- Exercise goal: Through the line with "width:90px; height:90px; fill:#fffc;" and starting from the first line, return the records below word for word, with pictures left out.

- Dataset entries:
::::
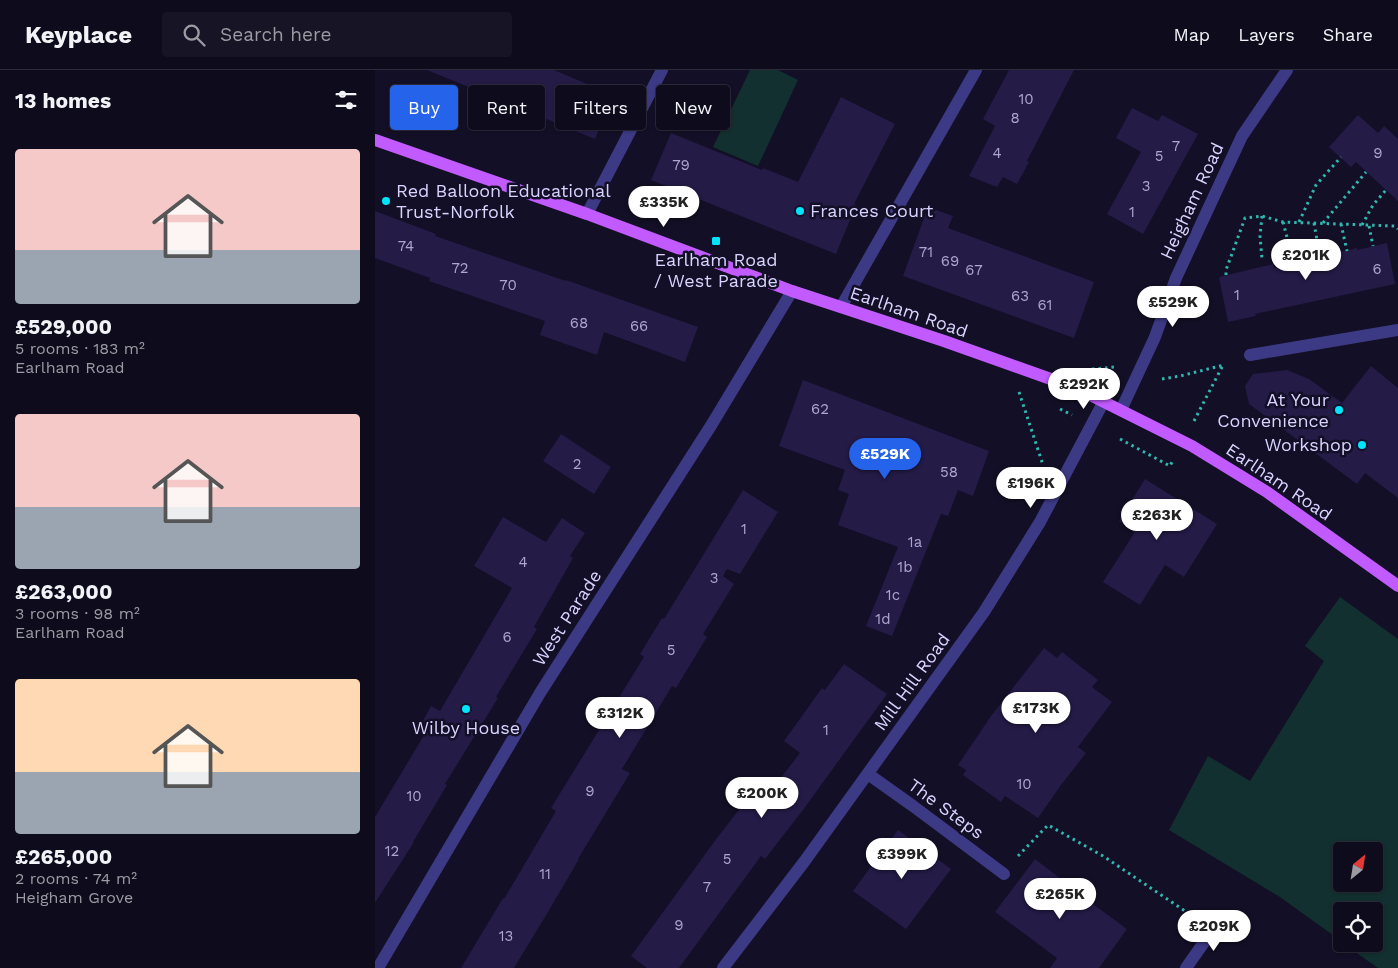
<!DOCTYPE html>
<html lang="en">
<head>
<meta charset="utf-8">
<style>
  body { margin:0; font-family:"Work Sans",sans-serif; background:#171425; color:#f1f3f6; height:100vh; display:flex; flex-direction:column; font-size:19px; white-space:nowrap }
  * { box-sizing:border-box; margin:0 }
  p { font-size:16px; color:#9b9ba3 }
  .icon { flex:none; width:28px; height:28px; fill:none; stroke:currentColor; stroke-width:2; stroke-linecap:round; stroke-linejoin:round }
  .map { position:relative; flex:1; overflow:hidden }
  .panel { display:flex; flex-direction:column; background:#0e0b1c; width:375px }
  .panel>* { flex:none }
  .banner { position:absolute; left:15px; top:15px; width:475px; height:45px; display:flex; gap:10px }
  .needle { width:32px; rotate:30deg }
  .tools { position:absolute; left:958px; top:772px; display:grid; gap:10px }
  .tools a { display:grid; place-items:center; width:50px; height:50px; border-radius:5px; background:#0e0b1c; box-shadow:0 1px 4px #0004,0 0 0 1px #2e2b3b; font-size:25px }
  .price { position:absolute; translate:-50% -42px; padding:0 11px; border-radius:18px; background:#fff; color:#222; font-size:16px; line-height:32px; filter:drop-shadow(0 1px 2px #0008) }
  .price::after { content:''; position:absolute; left:50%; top:30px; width:15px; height:11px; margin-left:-8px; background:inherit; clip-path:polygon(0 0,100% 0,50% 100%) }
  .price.selected { background:#2563eb; color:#fff }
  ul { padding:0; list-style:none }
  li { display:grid; align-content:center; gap:10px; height:265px; padding:0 15px }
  li span { display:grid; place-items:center; height:155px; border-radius:5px; color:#555 }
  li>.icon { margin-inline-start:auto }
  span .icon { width:90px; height:90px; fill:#fffc; stroke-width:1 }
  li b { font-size:21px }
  h2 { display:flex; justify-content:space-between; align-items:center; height:60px; padding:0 15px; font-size:21px }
  .chip { padding:0 18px; border-radius:5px; background:#0e0b1c; box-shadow:0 1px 4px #0004,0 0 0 1px #2e2b3b; font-size:18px; line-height:45px }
  .chip.selected { background:#2563eb; color:#fff }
  header { display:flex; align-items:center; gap:30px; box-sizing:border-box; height:70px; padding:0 25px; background:#0e0b1c; border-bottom:1px solid #2e2b3b }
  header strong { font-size:24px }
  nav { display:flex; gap:28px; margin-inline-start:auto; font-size:18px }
  .search { width:350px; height:45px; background:#171425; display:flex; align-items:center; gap:12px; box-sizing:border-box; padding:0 18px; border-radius:5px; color:#9b9ba3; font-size:19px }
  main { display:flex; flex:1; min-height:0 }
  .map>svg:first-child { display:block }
  .green { fill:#12302f; fill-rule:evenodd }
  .building { fill:#241b47 }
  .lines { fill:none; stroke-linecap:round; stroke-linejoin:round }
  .path { stroke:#2fb8b0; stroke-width:3; stroke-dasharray:2.5 4; stroke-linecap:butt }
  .minor { stroke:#3d3a85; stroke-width:12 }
  .major { stroke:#c25bff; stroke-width:12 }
  .poi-dot { fill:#00e5ff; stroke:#130f26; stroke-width:2 }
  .labels { text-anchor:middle; stroke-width:5; stroke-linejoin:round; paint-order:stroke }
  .number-label { font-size:15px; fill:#aca6d1 }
  .poi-label { font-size:18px; fill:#d9d4ff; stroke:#130f26; text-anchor:start }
  .street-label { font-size:18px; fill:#d9d4ff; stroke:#130f26 }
</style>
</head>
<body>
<header>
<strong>Keyplace</strong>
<div class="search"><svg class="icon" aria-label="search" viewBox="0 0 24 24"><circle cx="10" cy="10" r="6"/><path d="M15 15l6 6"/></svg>Search here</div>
<nav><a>Map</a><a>Layers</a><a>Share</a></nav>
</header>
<main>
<section class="panel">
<h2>13 homes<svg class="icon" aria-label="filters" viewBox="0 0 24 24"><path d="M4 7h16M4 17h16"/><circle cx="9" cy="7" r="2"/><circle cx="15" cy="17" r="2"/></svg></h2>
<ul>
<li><span style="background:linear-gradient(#f6c9c9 65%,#9aa5b1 0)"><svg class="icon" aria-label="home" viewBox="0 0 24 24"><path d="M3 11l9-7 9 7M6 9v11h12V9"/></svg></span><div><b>£529,000</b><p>5 rooms · 183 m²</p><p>Earlham Road</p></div></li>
<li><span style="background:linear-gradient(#f6c9c9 60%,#9aa5b1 0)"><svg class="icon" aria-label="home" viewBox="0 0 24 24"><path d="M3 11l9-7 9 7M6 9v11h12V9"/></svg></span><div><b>£263,000</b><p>3 rooms · 98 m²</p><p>Earlham Road</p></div></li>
<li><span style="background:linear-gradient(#ffd9b3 60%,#9aa5b1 0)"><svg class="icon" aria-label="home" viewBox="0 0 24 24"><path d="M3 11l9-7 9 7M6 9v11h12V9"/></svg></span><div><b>£265,000</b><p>2 rooms · 74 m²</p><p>Heigham Grove</p></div></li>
</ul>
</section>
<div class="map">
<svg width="1023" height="898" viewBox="0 0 1023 898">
  <rect width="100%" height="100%" fill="#130f26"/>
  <g class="green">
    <polygon points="375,0 403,0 423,10 383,96 338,77"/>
    <path d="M 965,527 L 1023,569 L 1023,898 L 1003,898 L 969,874 L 999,874 L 999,841 L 966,841 L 966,871 L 905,827 L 794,760 L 833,686 L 875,711 L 949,591 L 930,576 ZM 966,781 L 999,781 L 999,814 L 966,814 Z"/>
  </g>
  <g class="building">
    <polygon points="52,0 179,0 238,25 220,69"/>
    <polygon points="634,0 699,0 652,91 654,92 642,114 628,107 622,117 594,106 620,56 608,49"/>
    <polygon points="466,27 520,54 479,134 481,135 461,184 276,110 296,63 387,100 388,98 423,112"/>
    <polygon points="757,38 783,51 787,45 823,64 768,164 732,144 766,82 741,68"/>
    <polygon points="983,45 1003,63 1009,56 1023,69 1023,131 981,92 976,97 954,77"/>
    <polygon points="553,137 578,146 573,158 719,212 699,268 528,206"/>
    <polygon points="0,141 61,164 60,166 191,211 191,210 323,257 310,292 229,262 222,285 165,265 170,251 54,211 55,208 0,188"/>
    <polygon points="1012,173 1020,214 880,244 881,246 853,252 844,207 898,194 899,198 982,178 982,180"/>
    <polygon points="996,296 1023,318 1023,428 990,403 982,414 874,334 870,316 878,304 912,300 934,309 967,333"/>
    <polygon points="428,310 614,381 598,426 583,420 573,446 566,444 517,566 491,556 523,477 463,455 474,424 463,420 470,400 404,376"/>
    <polygon points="186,364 236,397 219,424 168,391"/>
    <polygon points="770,409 842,454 809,507 790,495 765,535 728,512 760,462 744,451"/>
    <polygon points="368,420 403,442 365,504 352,499 348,506 359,514 328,564 332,567 301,618 297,616 247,699 255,703 203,789 204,789 173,842 139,898 86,898 128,828 129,829 181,741 176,738 269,587 265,584 287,548 289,549"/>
    <polygon points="128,447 171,472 187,448 210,463 195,486 198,488 159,557 162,559 121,627 123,628 70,714 72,715 38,772 39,772 0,833 0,747 51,662 44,658 56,636 65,641 137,518 99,496"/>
    <polygon points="669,578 682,588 687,582 723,610 717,617 737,632 703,677 711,683 686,715 663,748 630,726 626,732 588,705 591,700 583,695 616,646"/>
    <polygon points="469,594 512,624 428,740 390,789 386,786 304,898 272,898 256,886 342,768 380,719 391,727 425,683 409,671 447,618 450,620"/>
    <polygon points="523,760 576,799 531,859 478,821"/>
    <polygon points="660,789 690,812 689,813 752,859 724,898 675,898 682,888 620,842"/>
  </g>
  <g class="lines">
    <g class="path">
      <polyline points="887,146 885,166 887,189"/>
      <polyline points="908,152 919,194"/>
      <polyline points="924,152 941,115 966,87"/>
      <polyline points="939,153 945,187"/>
      <polyline points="948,153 991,102"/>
      <polyline points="966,154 972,181"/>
      <polyline points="987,155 998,135 1011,120"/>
      <polyline points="994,156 998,176"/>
      <polyline points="851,205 851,200 870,148 887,146 908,152 1020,156 1023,159"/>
      <polyline points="717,299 740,297"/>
      <polyline points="787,309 805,306 849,295"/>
      <polyline points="644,322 668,395"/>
      <polyline points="685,339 697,345"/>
      <polyline points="819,351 848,295"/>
      <polyline points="745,369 795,396 797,392"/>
      <polyline points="643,786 673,755 728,786 819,847"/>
    </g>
    <g class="minor">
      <polyline points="212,144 287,0"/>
      <polyline points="466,237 601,0"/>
      <polyline points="875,285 1023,260"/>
      <polyline points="746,340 780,267 801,208 867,66 912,0"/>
      <polyline points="493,704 538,736 629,804"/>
      <polyline points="3,898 165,623 337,354 417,221"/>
      <polyline points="348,898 429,792 609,542 665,452 729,331"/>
      <polyline points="811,898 844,851"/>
    </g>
    <polyline class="major" points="0,70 212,144 417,221 569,271 701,318 817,376 892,422 1023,516"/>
  </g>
  <g class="poi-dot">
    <circle cx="11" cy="131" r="5"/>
    <circle cx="425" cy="141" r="5"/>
    <rect x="336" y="166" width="10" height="10" rx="2.5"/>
    <circle cx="964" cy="340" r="5"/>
    <circle cx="987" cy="375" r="5"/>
    <circle cx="91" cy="639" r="5"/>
  </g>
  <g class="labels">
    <g class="number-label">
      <text x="651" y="34">10</text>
      <text x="640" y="53">8</text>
      <text x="801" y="81">7</text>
      <text x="622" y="88">4</text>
      <text x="1003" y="88">9</text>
      <text x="784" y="91">5</text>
      <text x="306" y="100">79</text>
      <text x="771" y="121">3</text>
      <text x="757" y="147">1</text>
      <text x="31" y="181">74</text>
      <text x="551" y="187">71</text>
      <text x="575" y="196">69</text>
      <text x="85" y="203">72</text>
      <text x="1002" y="204">6</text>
      <text x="599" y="205">67</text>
      <text x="133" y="220">70</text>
      <text x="862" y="230">1</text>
      <text x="645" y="231">63</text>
      <text x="670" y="240">61</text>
      <text x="204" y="258">68</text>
      <text x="264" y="261">66</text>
      <text x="445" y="344">62</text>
      <text x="202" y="399">2</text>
      <text x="574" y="407">58</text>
      <text x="369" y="464">1</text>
      <text x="540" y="477">1a</text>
      <text x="148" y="497">4</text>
      <text x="530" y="502">1b</text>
      <text x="339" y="513">3</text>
      <text x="518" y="530">1c</text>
      <text x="508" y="554">1d</text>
      <text x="132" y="572">6</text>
      <text x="296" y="585">5</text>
      <text x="451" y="665">1</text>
      <text x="649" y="719">10</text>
      <text x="215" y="726">9</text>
      <text x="39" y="731">10</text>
      <text x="17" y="786">12</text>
      <text x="352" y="794">5</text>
      <text x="170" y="809">11</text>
      <text x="332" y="822">7</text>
      <text x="304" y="860">9</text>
      <text x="131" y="871">13</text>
    </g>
    <g class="poi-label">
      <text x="21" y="127">Red Balloon Educational<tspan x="21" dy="21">Trust-Norfolk</tspan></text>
      <text x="435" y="147">Frances Court</text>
      <text x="341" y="196" text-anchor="middle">Earlham Road<tspan x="341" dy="21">/ West Parade</tspan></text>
      <text x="954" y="336" text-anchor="end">At Your<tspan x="954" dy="21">Convenience</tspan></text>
      <text x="977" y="381" text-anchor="end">Workshop</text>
      <text x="91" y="664" text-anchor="middle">Wilby House</text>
    </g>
    <g class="street-label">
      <text transform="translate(817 131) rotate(-65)" y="6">Heigham Road</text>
      <text transform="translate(534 242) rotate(19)" y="6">Earlham Road</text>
      <text transform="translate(904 412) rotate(34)" y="6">Earlham Road</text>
      <text transform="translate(192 548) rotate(-57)" y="6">West Parade</text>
      <text transform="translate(537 612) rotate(-54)" y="6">Mill Hill Road</text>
      <text transform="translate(571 739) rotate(36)" y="6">The Steps</text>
    </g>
  </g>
</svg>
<div class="tools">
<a><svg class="needle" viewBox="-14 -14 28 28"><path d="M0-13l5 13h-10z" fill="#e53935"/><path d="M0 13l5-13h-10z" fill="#9b9ba3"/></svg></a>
<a><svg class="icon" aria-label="locate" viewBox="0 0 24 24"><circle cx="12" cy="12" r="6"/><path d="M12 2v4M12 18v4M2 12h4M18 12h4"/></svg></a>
</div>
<b class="price" style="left:289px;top:158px">£335K</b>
<b class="price" style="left:931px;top:211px">£201K</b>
<b class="price" style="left:798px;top:258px">£529K</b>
<b class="price" style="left:709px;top:340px">£292K</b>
<b class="price selected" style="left:510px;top:410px">£529K</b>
<b class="price" style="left:656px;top:439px">£196K</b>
<b class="price" style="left:782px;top:471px">£263K</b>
<b class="price" style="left:661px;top:664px">£173K</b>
<b class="price" style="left:245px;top:669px">£312K</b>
<b class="price" style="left:387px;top:749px">£200K</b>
<b class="price" style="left:527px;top:810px">£399K</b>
<b class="price" style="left:685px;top:850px">£265K</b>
<b class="price" style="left:839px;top:882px">£209K</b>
<div class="banner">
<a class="chip selected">Buy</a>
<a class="chip">Rent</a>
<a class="chip">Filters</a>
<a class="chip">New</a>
</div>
</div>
</main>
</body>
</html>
::::
- Output for this task:
<!DOCTYPE html>
<html lang="en">
<head>
<meta charset="utf-8">
<style>
  body { margin:0; font-family:"Work Sans",sans-serif; background:#171425; color:#f1f3f6; height:100vh; display:flex; flex-direction:column; font-size:19px; white-space:nowrap }
  * { box-sizing:border-box; margin:0 }
  p { font-size:16px; color:#9b9ba3 }
  .icon { flex:none; width:28px; height:28px; fill:none; stroke:currentColor; stroke-width:2; stroke-linecap:round; stroke-linejoin:round }
  .map { position:relative; flex:1; overflow:hidden }
  .panel { display:flex; flex-direction:column; background:#0e0b1c; width:375px }
  .panel>* { flex:none }
  .banner { position:absolute; left:15px; top:15px; width:475px; height:45px; display:flex; gap:10px }
  .needle { width:32px; rotate:30deg }
  .tools { position:absolute; left:958px; top:772px; display:grid; gap:10px }
  .tools a { display:grid; place-items:center; width:50px; height:50px; border-radius:5px; background:#0e0b1c; box-shadow:0 1px 4px #0004,0 0 0 1px #2e2b3b; font-size:25px }
  .price { position:absolute; translate:-50% -42px; padding:0 11px; border-radius:18px; background:#fff; color:#222; font-size:16px; line-height:32px; filter:drop-shadow(0 1px 2px #0008) }
  .price::after { content:''; position:absolute; left:50%; top:30px; width:15px; height:11px; margin-left:-8px; background:inherit; clip-path:polygon(0 0,100% 0,50% 100%) }
  .price.selected { background:#2563eb; color:#fff }
  ul { padding:0; list-style:none }
  li { display:grid; align-content:center; gap:10px; height:265px; padding:0 15px }
  li span { display:grid; place-items:center; height:155px; border-radius:5px; color:#555 }
  li>.icon { margin-inline-start:auto }
  span .icon { width:90px; height:90px; fill:#fffc; stroke-width:1 }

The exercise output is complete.